[Dataset entries]
★ ★ ★ ★ ★

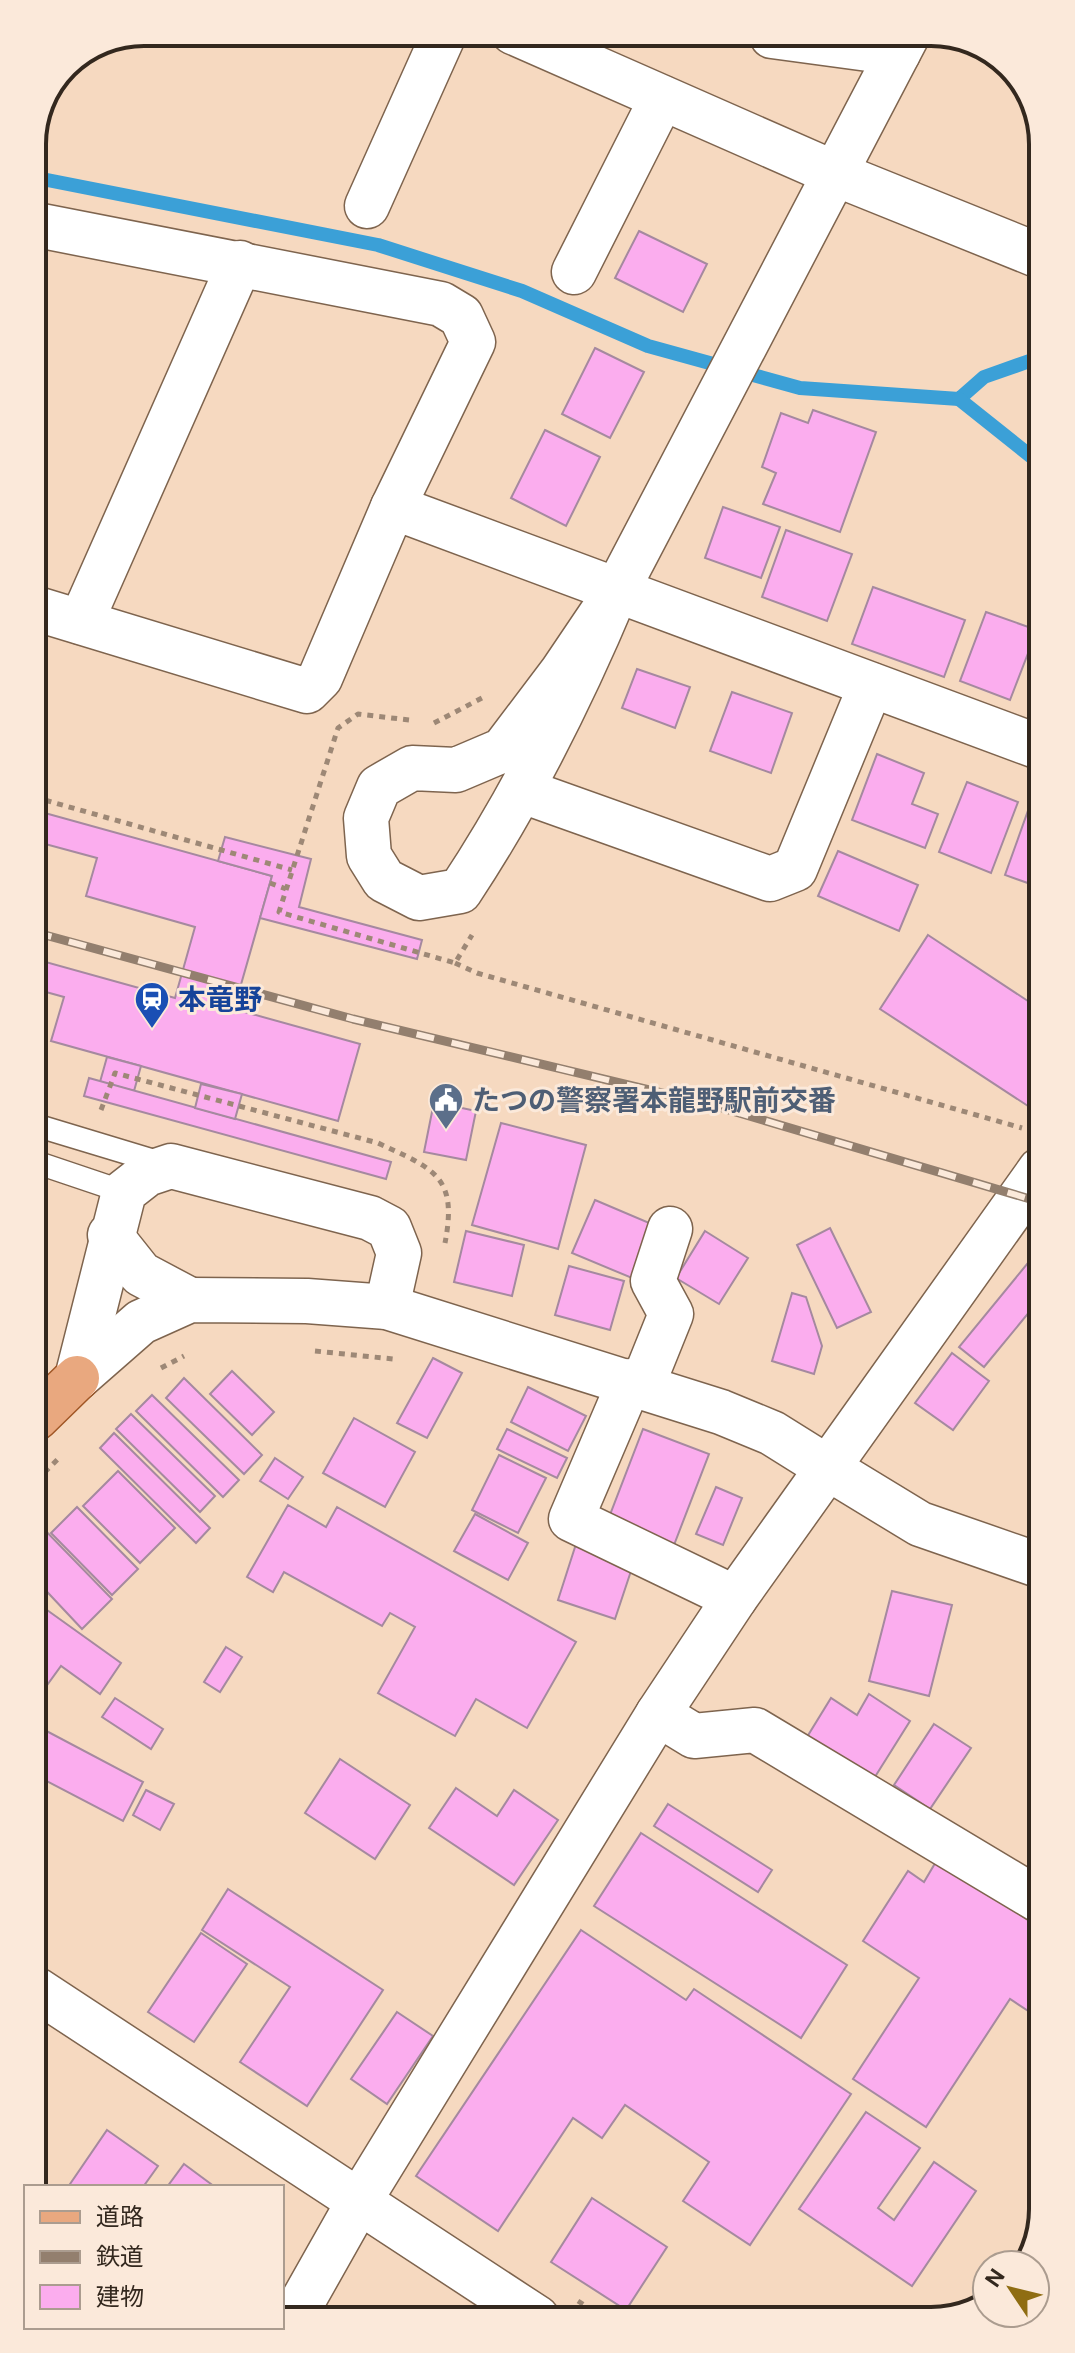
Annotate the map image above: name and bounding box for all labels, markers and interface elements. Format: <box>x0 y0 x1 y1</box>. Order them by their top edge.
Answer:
station icon: 本竜野 <box>133 980 171 1030</box>
place label: 本竜野 <box>178 981 262 1018</box>
public building icon: たつの警察署本龍野駅前交番 <box>427 1081 465 1131</box>
place label: たつの警察署本龍野駅前交番 <box>472 1082 836 1119</box>
legend <box>24 2185 284 2329</box>
text: 道路 <box>96 2201 144 2232</box>
text: 鉄道 <box>96 2241 144 2272</box>
north arrow <box>971 2249 1051 2329</box>
text: N <box>979 2263 1012 2293</box>
text: 建物 <box>96 2281 144 2312</box>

★ ★ ★ ★ ★

PROBLEM STATEMENT —
Every entry above should be printed again exactly, except for the pictures.

OUTPUT —
Annotate the map image above: name and bounding box for all labels, markers and interface elements. Format: <box>x0 y0 x1 y1</box>. Order them by their top edge.
Answer:
station icon: 本竜野 <box>133 980 171 1030</box>
place label: 本竜野 <box>178 981 262 1018</box>
public building icon: たつの警察署本龍野駅前交番 <box>427 1081 465 1131</box>
place label: たつの警察署本龍野駅前交番 <box>472 1082 836 1119</box>
legend <box>24 2185 284 2329</box>
text: 道路 <box>96 2201 144 2232</box>
text: 鉄道 <box>96 2241 144 2272</box>
north arrow <box>971 2249 1051 2329</box>
text: N <box>979 2263 1012 2293</box>
text: 建物 <box>96 2281 144 2312</box>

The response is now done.